Did David Bowie change the trajectory of Elton John’s career?
When a music career takes off, it can be easy to stick to your own principles. However, this can also blindside one from taking the course of action to propel you even further into stardom. Fortunately for Elton John, David Bowie was there to lend a helping hand.
Shortly after Bowie’s death in 2016, John noted that he would not have met his producers, Gus Dudgeon and Paul Buckmaster. John said the two arranged his “first three albums for me. Because when I heard ‘Space Oddity’, I thought it was the most incredible record I probably heard for a long time up to that point.”

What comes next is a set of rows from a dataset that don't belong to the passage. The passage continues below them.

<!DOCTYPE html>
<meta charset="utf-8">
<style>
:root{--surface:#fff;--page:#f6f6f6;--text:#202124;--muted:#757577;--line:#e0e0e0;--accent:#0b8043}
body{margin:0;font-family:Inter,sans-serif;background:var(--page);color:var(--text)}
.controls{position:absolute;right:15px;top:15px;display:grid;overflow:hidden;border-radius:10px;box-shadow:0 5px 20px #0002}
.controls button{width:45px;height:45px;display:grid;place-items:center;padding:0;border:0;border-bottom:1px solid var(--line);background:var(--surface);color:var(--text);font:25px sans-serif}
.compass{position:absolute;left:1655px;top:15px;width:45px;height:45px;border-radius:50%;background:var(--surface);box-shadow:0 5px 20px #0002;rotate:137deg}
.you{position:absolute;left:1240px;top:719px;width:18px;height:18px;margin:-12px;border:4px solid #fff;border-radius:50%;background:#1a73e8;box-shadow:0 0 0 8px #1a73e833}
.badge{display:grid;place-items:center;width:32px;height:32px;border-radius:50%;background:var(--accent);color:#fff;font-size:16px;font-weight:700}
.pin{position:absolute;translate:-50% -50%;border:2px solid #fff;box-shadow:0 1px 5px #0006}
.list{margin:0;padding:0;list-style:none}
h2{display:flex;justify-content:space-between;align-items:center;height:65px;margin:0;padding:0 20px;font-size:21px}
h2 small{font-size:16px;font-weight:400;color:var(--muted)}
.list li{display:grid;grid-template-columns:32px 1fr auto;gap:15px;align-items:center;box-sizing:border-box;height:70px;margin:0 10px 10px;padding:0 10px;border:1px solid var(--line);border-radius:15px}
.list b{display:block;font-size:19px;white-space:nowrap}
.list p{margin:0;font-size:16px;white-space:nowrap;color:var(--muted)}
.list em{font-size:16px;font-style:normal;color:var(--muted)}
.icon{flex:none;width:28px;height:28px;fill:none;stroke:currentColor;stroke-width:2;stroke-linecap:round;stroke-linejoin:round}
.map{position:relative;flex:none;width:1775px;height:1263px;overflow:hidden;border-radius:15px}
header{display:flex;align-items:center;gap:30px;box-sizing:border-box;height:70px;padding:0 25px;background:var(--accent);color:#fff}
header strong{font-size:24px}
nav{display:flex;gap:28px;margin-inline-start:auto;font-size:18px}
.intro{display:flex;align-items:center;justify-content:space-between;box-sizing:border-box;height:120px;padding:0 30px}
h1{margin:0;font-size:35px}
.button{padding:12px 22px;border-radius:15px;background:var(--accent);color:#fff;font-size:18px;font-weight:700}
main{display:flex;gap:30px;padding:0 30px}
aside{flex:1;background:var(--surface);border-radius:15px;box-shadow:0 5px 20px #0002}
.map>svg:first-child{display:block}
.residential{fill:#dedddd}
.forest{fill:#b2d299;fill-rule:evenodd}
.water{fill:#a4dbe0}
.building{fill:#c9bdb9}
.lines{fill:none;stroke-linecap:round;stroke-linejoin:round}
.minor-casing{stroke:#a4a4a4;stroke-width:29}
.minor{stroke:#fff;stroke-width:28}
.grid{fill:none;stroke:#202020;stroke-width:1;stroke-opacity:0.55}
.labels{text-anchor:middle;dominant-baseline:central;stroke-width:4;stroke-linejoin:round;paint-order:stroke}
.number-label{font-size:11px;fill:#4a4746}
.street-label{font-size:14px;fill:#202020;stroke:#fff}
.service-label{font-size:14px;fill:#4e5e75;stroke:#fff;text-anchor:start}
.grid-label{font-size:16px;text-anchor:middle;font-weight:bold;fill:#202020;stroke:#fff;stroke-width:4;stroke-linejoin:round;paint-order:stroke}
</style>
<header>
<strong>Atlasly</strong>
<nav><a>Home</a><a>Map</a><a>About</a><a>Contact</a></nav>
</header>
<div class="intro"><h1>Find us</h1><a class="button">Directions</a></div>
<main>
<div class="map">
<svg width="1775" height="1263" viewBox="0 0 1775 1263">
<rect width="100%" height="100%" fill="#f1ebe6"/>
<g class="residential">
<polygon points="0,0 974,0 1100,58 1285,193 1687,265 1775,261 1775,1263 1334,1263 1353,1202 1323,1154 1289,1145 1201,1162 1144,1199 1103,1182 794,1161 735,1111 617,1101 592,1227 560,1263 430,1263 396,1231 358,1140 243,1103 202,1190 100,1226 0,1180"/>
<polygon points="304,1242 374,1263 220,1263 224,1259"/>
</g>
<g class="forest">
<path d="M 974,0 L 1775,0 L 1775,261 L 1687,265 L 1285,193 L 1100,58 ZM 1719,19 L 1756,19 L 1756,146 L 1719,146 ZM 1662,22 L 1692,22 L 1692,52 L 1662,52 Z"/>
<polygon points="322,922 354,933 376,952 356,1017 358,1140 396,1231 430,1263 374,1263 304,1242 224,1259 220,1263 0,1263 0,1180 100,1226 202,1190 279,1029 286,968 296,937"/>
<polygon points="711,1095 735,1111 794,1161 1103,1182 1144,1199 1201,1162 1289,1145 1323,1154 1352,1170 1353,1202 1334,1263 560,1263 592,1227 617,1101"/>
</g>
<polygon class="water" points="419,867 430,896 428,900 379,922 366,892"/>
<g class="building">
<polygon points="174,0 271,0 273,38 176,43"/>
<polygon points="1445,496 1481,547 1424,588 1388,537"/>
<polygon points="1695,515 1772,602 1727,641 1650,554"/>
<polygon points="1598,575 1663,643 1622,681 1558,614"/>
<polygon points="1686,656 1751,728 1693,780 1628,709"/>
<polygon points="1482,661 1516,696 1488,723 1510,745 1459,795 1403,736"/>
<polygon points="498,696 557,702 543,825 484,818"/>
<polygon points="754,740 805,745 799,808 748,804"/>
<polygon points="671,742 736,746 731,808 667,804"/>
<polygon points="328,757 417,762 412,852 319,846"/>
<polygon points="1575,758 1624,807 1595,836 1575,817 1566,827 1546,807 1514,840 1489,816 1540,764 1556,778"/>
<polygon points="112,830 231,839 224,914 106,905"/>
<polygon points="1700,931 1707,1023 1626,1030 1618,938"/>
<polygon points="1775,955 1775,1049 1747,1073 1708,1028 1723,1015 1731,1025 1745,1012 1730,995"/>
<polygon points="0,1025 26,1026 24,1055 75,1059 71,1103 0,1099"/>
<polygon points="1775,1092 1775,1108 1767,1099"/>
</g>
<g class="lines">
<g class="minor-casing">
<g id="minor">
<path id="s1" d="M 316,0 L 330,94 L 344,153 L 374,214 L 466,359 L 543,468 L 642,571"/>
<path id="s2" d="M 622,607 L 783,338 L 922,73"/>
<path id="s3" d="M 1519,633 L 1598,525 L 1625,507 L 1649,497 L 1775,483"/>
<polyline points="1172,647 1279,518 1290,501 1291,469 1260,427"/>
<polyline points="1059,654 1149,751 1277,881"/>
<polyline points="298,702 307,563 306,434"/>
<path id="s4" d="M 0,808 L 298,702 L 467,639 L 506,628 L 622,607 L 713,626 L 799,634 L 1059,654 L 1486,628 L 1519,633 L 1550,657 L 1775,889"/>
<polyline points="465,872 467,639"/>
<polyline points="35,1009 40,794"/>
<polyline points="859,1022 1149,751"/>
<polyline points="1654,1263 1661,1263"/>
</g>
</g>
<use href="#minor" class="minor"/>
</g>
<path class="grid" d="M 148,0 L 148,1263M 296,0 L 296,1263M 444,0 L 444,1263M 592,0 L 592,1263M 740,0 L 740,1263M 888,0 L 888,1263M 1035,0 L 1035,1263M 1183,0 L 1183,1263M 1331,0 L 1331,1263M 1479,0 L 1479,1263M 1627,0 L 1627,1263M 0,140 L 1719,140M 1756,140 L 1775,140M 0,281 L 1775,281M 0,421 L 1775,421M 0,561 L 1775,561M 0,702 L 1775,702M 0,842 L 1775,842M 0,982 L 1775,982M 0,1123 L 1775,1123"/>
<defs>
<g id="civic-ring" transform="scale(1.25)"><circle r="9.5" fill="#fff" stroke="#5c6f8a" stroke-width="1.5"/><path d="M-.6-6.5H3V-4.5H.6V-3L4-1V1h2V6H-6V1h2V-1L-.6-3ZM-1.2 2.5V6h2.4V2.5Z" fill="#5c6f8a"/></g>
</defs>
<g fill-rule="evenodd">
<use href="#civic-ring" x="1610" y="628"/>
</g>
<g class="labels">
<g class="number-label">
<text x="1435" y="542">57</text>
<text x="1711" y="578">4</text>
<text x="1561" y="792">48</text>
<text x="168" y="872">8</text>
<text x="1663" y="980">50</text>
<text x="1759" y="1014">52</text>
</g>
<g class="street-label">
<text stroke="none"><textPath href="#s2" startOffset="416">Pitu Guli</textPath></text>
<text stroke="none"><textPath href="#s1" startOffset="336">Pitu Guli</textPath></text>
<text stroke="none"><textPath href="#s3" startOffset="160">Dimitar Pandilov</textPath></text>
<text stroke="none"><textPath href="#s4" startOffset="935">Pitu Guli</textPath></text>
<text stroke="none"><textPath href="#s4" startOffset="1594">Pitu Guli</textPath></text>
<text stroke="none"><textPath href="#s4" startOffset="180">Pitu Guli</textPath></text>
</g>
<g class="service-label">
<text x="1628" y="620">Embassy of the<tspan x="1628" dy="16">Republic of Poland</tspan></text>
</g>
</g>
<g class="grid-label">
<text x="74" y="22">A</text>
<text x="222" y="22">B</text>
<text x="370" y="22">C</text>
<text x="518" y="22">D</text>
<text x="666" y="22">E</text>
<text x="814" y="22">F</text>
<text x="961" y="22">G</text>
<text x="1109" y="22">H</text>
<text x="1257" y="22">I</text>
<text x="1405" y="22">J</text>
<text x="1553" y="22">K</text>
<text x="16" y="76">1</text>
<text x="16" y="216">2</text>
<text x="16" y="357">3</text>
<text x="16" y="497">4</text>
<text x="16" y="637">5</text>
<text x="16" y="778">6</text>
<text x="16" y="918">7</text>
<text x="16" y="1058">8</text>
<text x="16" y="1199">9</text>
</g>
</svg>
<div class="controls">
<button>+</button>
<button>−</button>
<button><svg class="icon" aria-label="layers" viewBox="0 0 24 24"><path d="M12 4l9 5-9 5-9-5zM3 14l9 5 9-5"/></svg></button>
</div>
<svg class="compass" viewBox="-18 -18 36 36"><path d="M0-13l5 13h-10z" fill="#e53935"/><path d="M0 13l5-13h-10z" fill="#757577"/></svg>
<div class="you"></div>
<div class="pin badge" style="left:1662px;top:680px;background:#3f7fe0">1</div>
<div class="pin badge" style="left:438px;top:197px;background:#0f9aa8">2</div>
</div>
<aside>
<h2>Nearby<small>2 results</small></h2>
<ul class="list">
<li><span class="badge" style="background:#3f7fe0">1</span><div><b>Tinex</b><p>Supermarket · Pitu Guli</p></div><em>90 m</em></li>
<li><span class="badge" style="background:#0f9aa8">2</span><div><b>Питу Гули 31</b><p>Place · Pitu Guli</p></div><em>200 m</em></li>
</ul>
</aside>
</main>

Focusing on the amazing production of the tune, John said to his team: “Whoever did that, I really wanna work with them.” So John contacted Gus Dudgeon and Paul Buckmaster and “did the Elton John album together and many, many more albums.” Detailing further, he added: “So I’ve got David to thank for that. There have been so many incredible words said and written about him in the last couple of days. It’s so wonderful; we all know how inspiring he was. We all know what his music stands for; the music speaks for itself.”
Bowie was undoubtedly one of the most influential musicians to ever grace the earth, constantly evolving and believing in his own unique vision of what a musician should be. John was in great praise of Bowie’s chameleonic prowess. “He was innovative, he was boundary changing, and he danced to his own tune, which is really rare,” he said. “But what I loved about him towards the end was his incredible privacy during what must have been ten years of incredibly bad luck with illnesses, heart attacks, cancer, whatever. He made two albums without anybody knowing he was making them.”
Bowie’s final artistic statement was his last studio album Blackstar, which he admirably released just moments after his death. John said of the album, “That’s the way it should be in music and should be in any art form whatsoever. The dignified way he planned his death as a song on the track called ‘Lazarus’, on the new record Blackstar, is as if he wrote that song about his death, and he obviously did. It’s incredibly chilling when you hear it. That, to me, is a true artist; they don’t make them like that anymore. We’ve lost a huge, huge talent that influenced so many people. He influenced me with his humour.”
However, despite John’s evident admiration for Bowie, he admitted that in the years prior to his death, John was not on the best terms with Bowie. He said that in the early years, they had been good friends, hanging out with Marc Bolan in several gay clubs in London. But the two “drifted apart”.
John concluded: “He wasn’t my cup of tea. No, I wasn’t his cup of tea. But the dignified way he handled his death, I mean, thank God. I knew he’d had a heart attack on stage in Berlin years ago, but not about the cancer. Everyone else take note of this: Bowie couldn’t have staged a better death. It was classy.”